I am playing around with SQL a little just so I am not completely ignorant about it if I am ever asked in a job interview. My friend was recently asked the following question at an interview and he couldn't get it and I asked somebody at work who knows SQL decently and he didn't know. Can you guys answer this problem for me and then explain how it works?

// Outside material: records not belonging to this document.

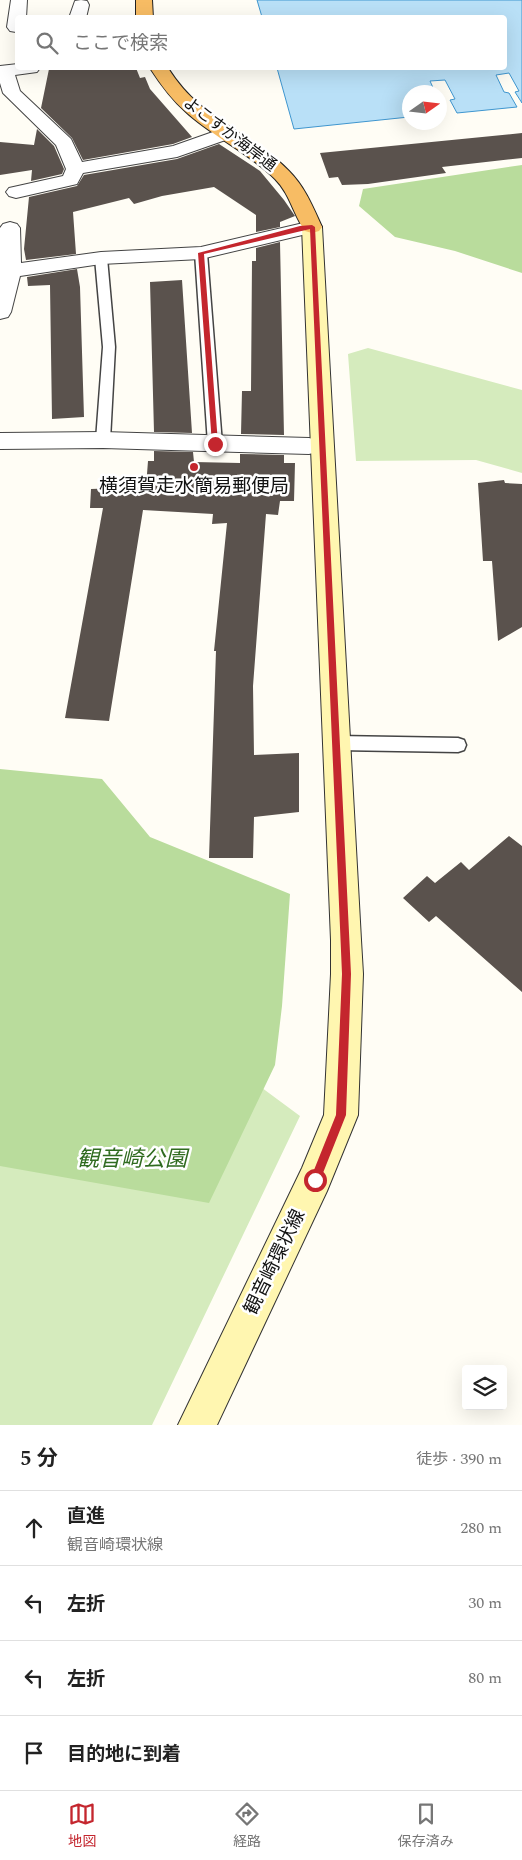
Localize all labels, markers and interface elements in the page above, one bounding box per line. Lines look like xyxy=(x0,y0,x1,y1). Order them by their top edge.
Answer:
search box xyxy=(15,15,507,70)
icon: search xyxy=(33,29,61,57)
text: ここで検索 xyxy=(73,29,168,58)
north arrow xyxy=(402,85,447,130)
street label: よこすか海岸通 xyxy=(178,91,282,177)
route end xyxy=(204,433,227,456)
marker: 横須賀走水簡易郵便局 xyxy=(188,461,200,473)
place label: 横須賀走水簡易郵便局 xyxy=(99,472,289,501)
park label: 観音崎公園 xyxy=(77,1143,190,1176)
route start xyxy=(304,1169,327,1192)
street label: 観音崎環状線 xyxy=(237,1204,313,1320)
map controls xyxy=(462,1365,507,1410)
button: layers xyxy=(462,1365,507,1410)
text: 5 分 xyxy=(20,1443,58,1475)
text: 徒歩 · 390 m xyxy=(416,1447,502,1471)
text: 直進 xyxy=(67,1502,105,1531)
icon: ahead xyxy=(20,1514,48,1542)
text: 280 m xyxy=(460,1516,502,1540)
text: 観音崎環状線 xyxy=(67,1533,163,1557)
icon: left xyxy=(20,1589,48,1617)
text: 左折 xyxy=(67,1590,105,1619)
text: 30 m xyxy=(468,1591,502,1615)
icon: left xyxy=(20,1664,48,1692)
text: 左折 xyxy=(67,1665,105,1694)
text: 80 m xyxy=(468,1666,502,1690)
icon: arrive xyxy=(20,1739,48,1767)
text: 目的地に到着 xyxy=(67,1740,181,1769)
tab: 地図 xyxy=(68,1800,96,1852)
tab: 経路 xyxy=(233,1800,261,1852)
tab: 保存済み xyxy=(398,1800,454,1852)

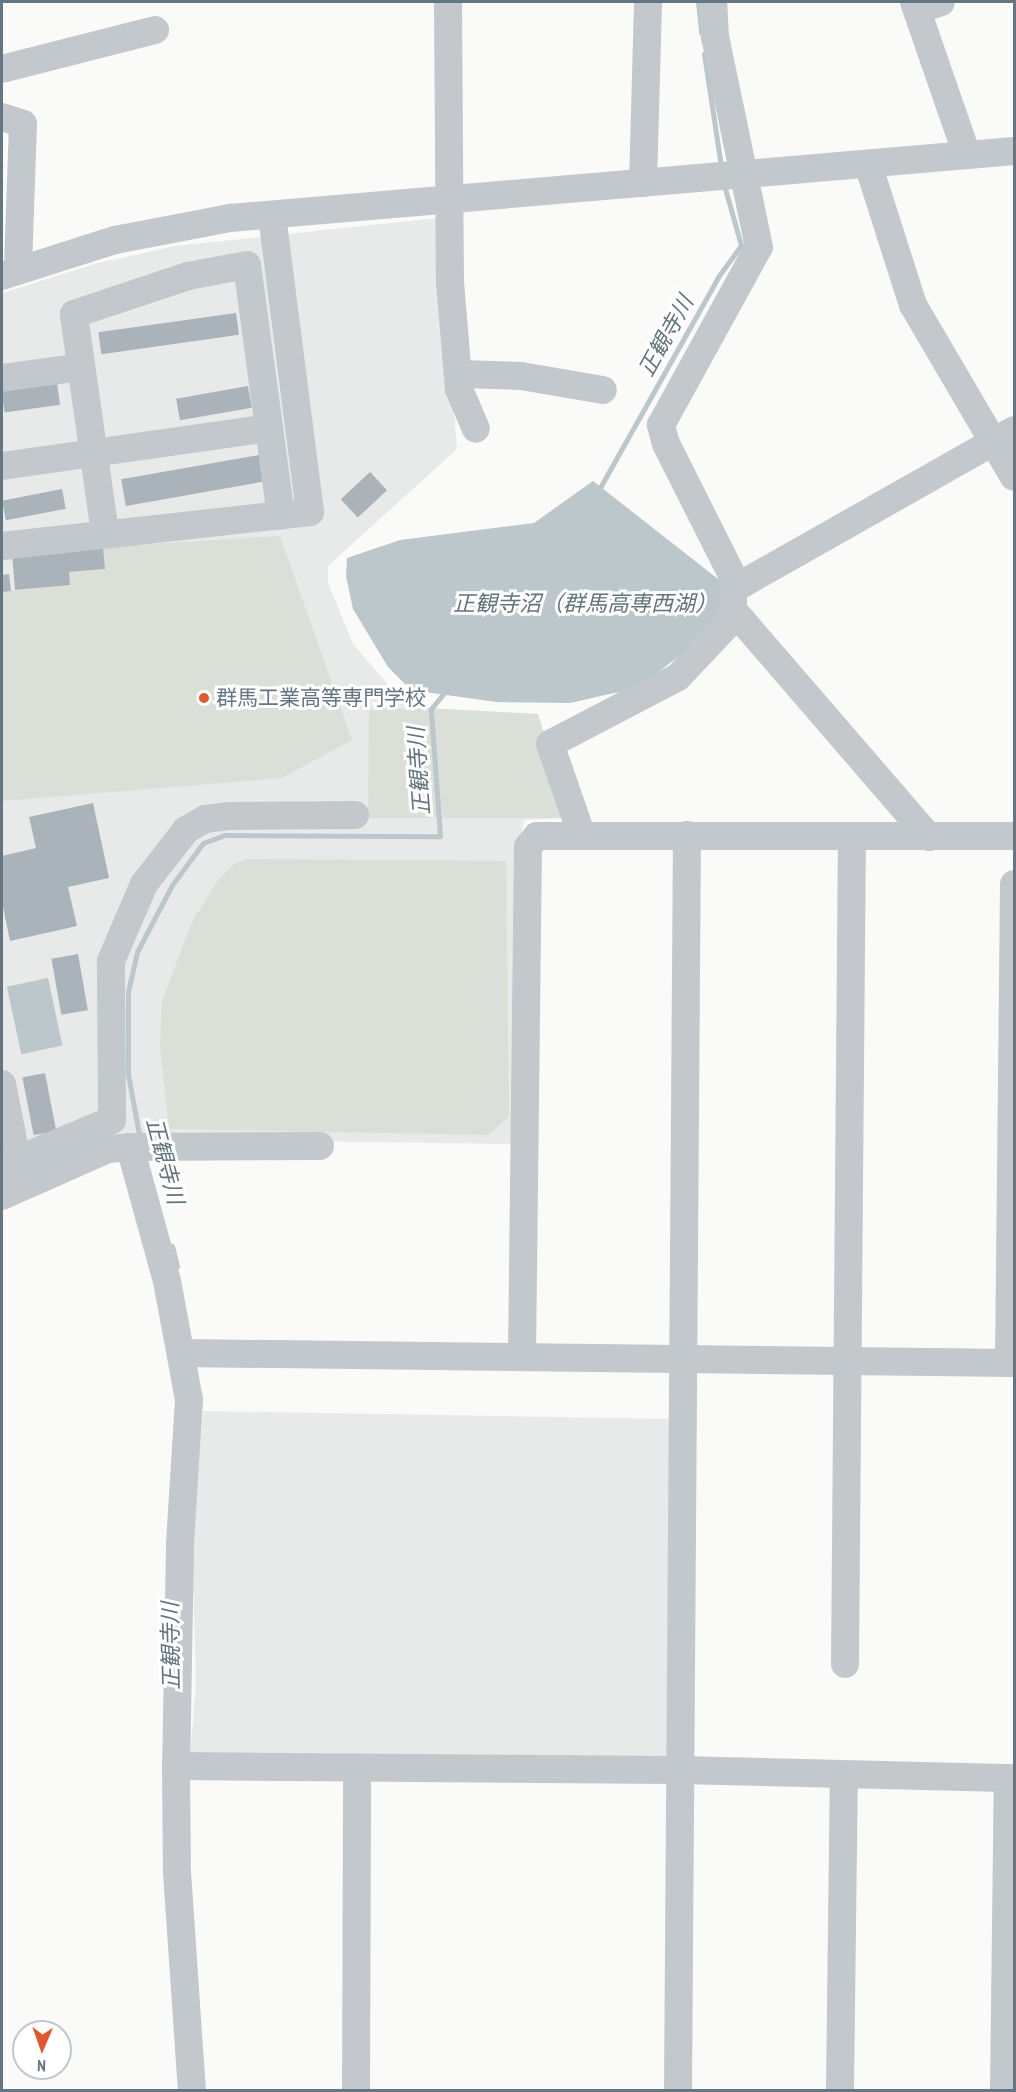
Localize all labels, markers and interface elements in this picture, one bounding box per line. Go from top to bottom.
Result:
water label: 正観寺川 [633,291,699,381]
water label: 正観寺沼（群馬高専西湖） [453,591,717,617]
place label: 群馬工業高等専門学校 [216,685,426,711]
marker: 群馬工業高等専門学校 [197,691,211,705]
water label: 正観寺川 [403,726,435,816]
water label: 正観寺川 [141,1115,189,1207]
water label: 正観寺川 [157,1602,185,1690]
north arrow [12,2020,72,2080]
text: N [37,2056,46,2076]

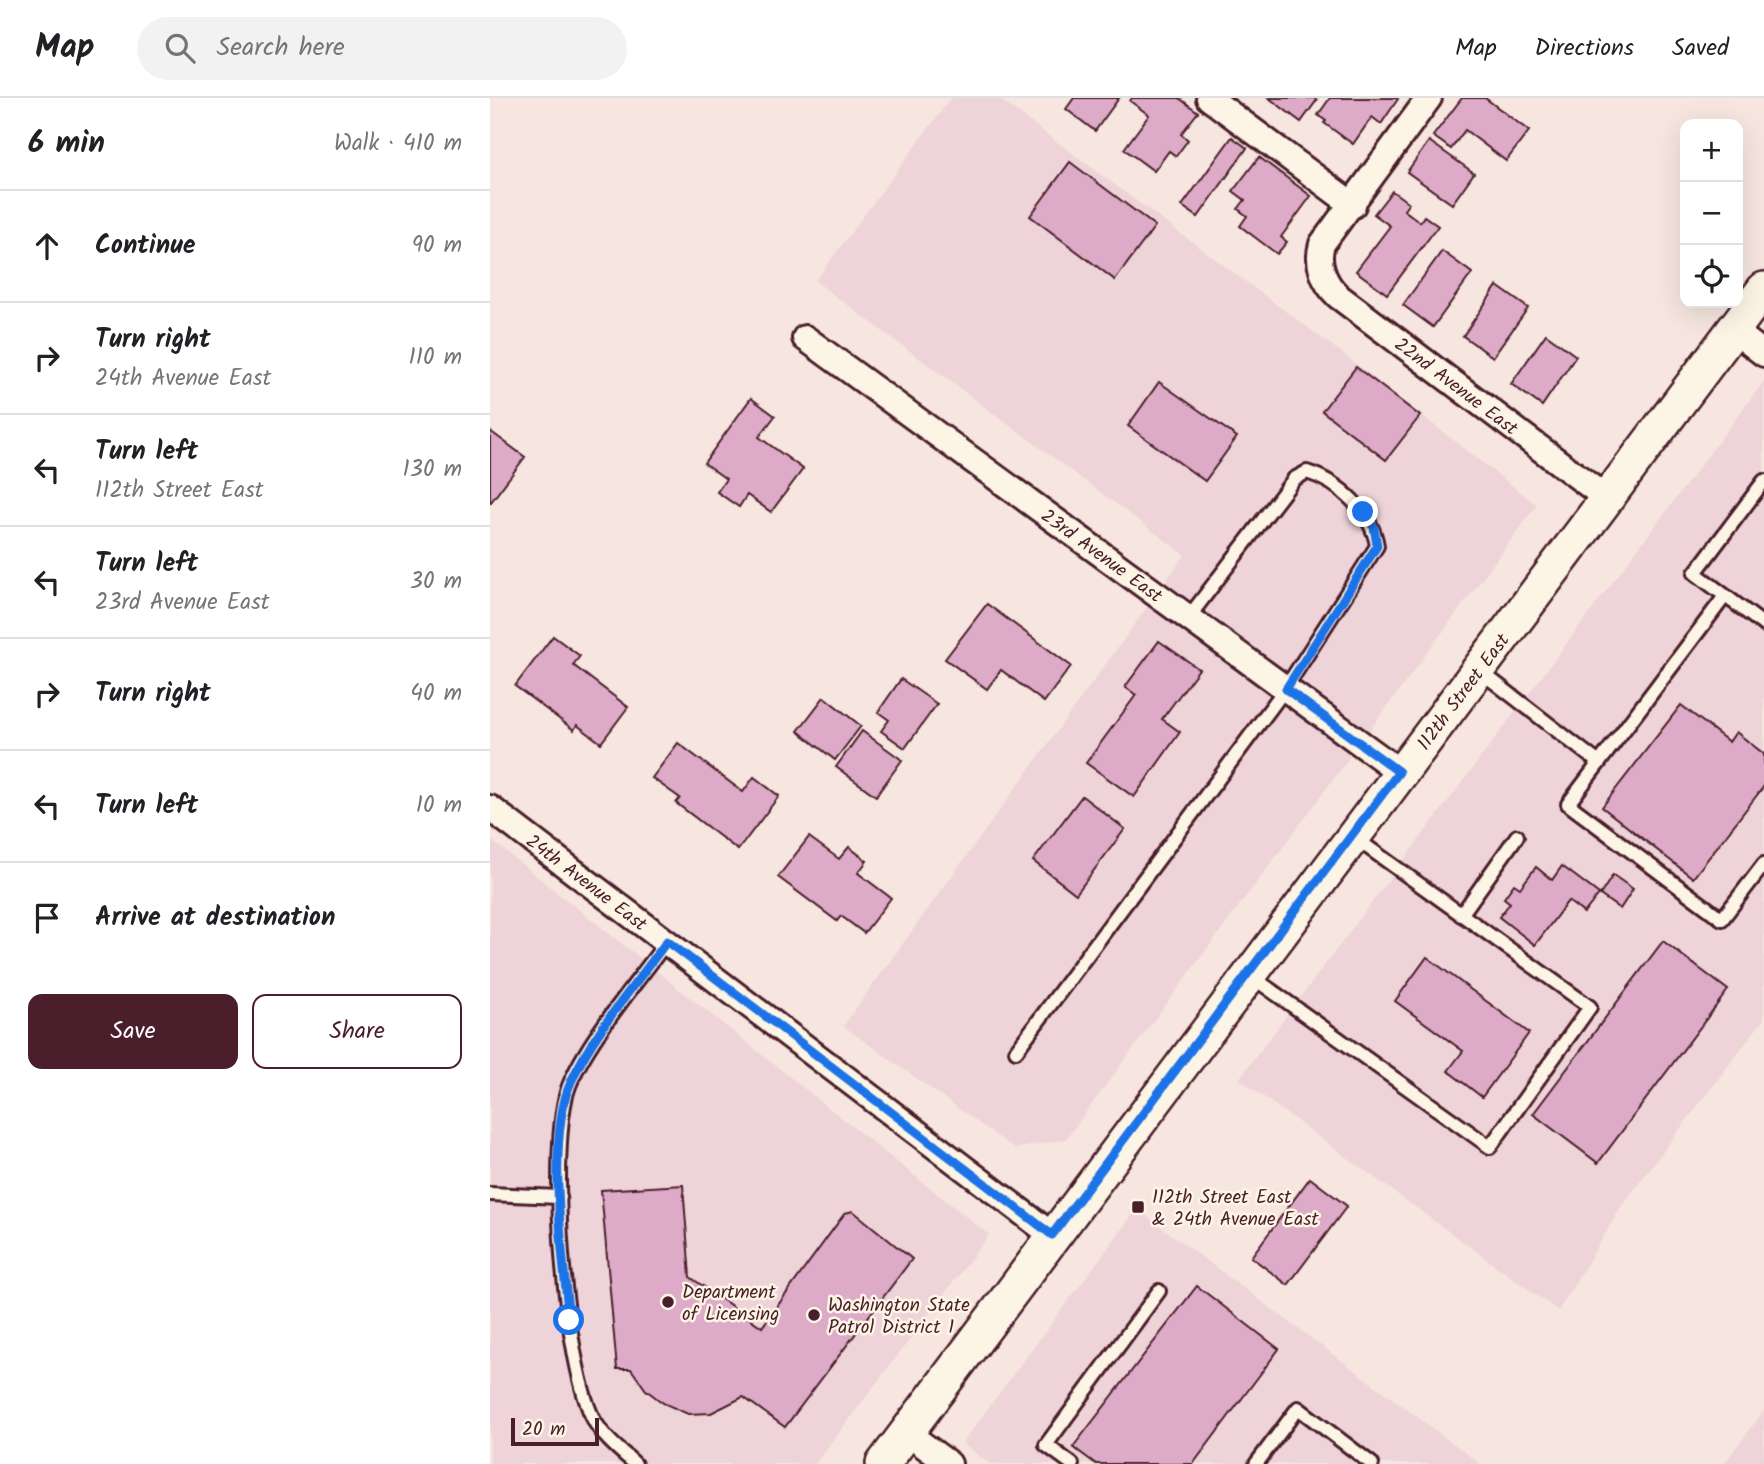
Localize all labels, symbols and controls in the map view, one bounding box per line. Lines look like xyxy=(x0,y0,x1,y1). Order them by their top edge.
search box xyxy=(137,17,627,80)
text: Map xyxy=(35,22,95,75)
text: Search here xyxy=(217,27,345,69)
icon: search xyxy=(161,29,199,67)
text: Map xyxy=(1455,29,1497,68)
text: Directions xyxy=(1535,29,1634,68)
text: Saved xyxy=(1672,29,1729,68)
map controls xyxy=(1680,119,1743,308)
button: + xyxy=(1680,119,1743,182)
text: 6 min xyxy=(28,120,105,168)
text: Walk · 410 m xyxy=(334,126,462,162)
button: − xyxy=(1680,182,1743,245)
text: Continue xyxy=(95,225,196,267)
icon: ahead xyxy=(28,227,66,265)
text: 90 m xyxy=(412,228,462,264)
button: locate xyxy=(1680,245,1743,308)
text: Turn right xyxy=(95,319,211,361)
street label: 22nd Avenue East xyxy=(1387,330,1524,444)
icon: right xyxy=(28,339,66,377)
text: 110 m xyxy=(409,340,462,376)
text: 24th Avenue East xyxy=(95,361,271,397)
text: Turn left xyxy=(95,431,198,473)
icon: left xyxy=(28,451,66,489)
text: 130 m xyxy=(403,452,462,488)
text: 112th Street East xyxy=(95,473,264,509)
route end xyxy=(1347,496,1378,527)
street label: 23rd Avenue East xyxy=(1034,502,1169,612)
text: Turn left xyxy=(95,543,198,585)
icon: left xyxy=(28,563,66,601)
text: 30 m xyxy=(410,564,462,600)
text: 23rd Avenue East xyxy=(95,585,270,621)
street label: 112th Street East xyxy=(1410,627,1518,757)
text: Turn right xyxy=(95,673,211,715)
icon: right xyxy=(28,675,66,713)
text: 40 m xyxy=(410,676,462,712)
text: Turn left xyxy=(95,785,198,827)
icon: left xyxy=(28,787,66,825)
text: 10 m xyxy=(416,788,462,824)
street label: 24th Avenue East xyxy=(519,827,654,940)
text: Arrive at destination xyxy=(95,897,335,939)
icon: arrive xyxy=(28,899,66,937)
button: Save xyxy=(28,994,238,1069)
button: Share xyxy=(252,994,462,1069)
place label: 112th Street East & 24th Avenue East xyxy=(1152,1183,1319,1235)
marker: 112th Street East & 24th Avenue East xyxy=(1130,1199,1146,1215)
place label: Department of Licensing xyxy=(682,1278,779,1330)
place label: Washington State Patrol District 1 xyxy=(828,1291,970,1343)
marker: Department of Licensing xyxy=(660,1294,676,1310)
route start xyxy=(553,1304,584,1335)
marker: Washington State Patrol District 1 xyxy=(806,1307,822,1323)
scale bar xyxy=(511,1415,598,1447)
text: 20 m xyxy=(522,1415,565,1445)

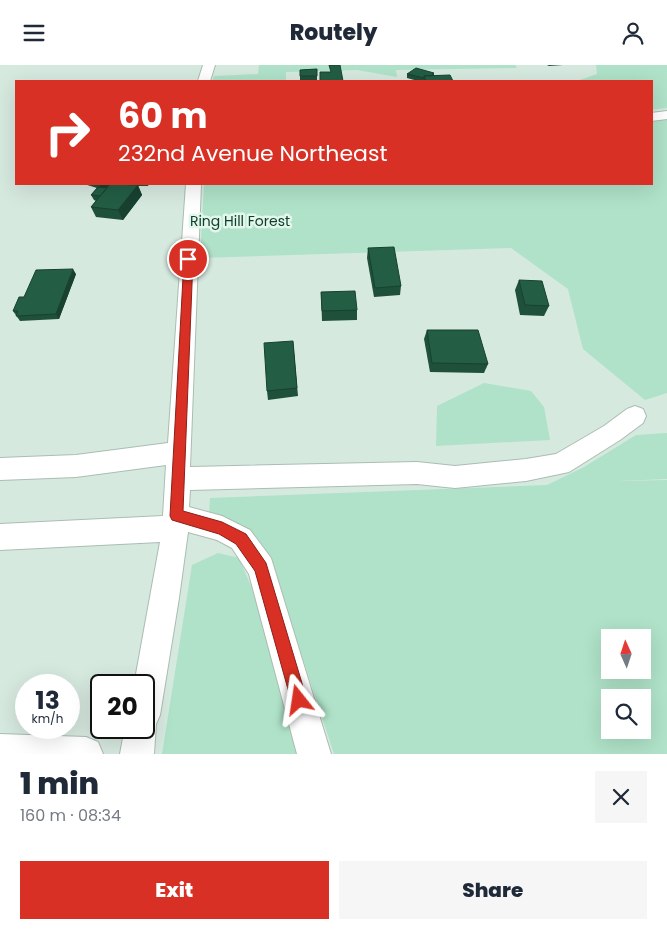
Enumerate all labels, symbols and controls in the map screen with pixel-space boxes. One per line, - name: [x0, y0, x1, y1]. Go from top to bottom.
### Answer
- text: Routely: [290, 17, 377, 48]
- icon: menu: [20, 19, 48, 47]
- icon: person: [619, 19, 647, 47]
- text: 60 m: [118, 91, 208, 140]
- icon: right: [35, 100, 100, 165]
- text: 232nd Avenue Northeast: [118, 138, 387, 169]
- park label: Ring Hill Forest: [190, 211, 290, 231]
- pin: [167, 238, 209, 280]
- icon: arrive: [174, 245, 202, 273]
- north arrow: [601, 629, 651, 679]
- map controls: [601, 629, 651, 739]
- position arrow: [272, 673, 324, 725]
- speed limit sign: 20: [90, 674, 155, 739]
- text: 13: [35, 683, 60, 718]
- button: search: [601, 689, 651, 739]
- text: km/h: [32, 710, 63, 727]
- text: 1 min: [20, 762, 99, 805]
- button: close: [595, 771, 647, 823]
- text: 160 m · 08:34: [20, 804, 121, 827]
- button: Exit: [20, 861, 329, 919]
- button: Share: [339, 861, 647, 919]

Please?
*The problem*
Database normalization (or lack of normalization) often presents a challenge for developers.
Consider a database table of employees that contains three fields:
EmployeeID
EmployeeName
EmailAddresses
Every employee, identified by a unique EmployeeID, may have one or more comma-separated, #rockauto.com email address(es) in the EmailAddresses field.
The database table is defined below:
CREATE TABLE Employees
(
EmployeeID int UNSIGNED NOT NULL PRIMARY KEY,
EmployeeName varchar(50) NOT NULL,
EmailAddresses varchar(40) NOT NULL ,
PRIMARY KEY(EmployeeID)
);
For testing purposes, here is some sample data:
INSERT INTO Employees (EmployeeID, EmployeeName, EmailAddresses) VALUES
('1', 'Bill', 'bill#companyx.com'),
('2', 'Fred', 'fred#companyx.com,freddie#companyx.com'),
('3', 'Fred', 'fredsmith#companyx.com'),
('4', 'Joe', 'joe#companyx.com,joe_smith#companyx.com');
Your task is to write a single MySQL SELECT query that will show the following output for the sample data above:
Employee EmailAddress
Bill bill#companyx.com
Fred (2) fred#companyx.com
Fred (2) freddie#companyx.com
Fred (3) fredsmith#companyx.com
Joe joe#companyx.com
Joe joe_smith#companyx.com
Please take note that because there is more than one person with the same name (in this case, "Fred"), the EmployeeID is included in parenthesis.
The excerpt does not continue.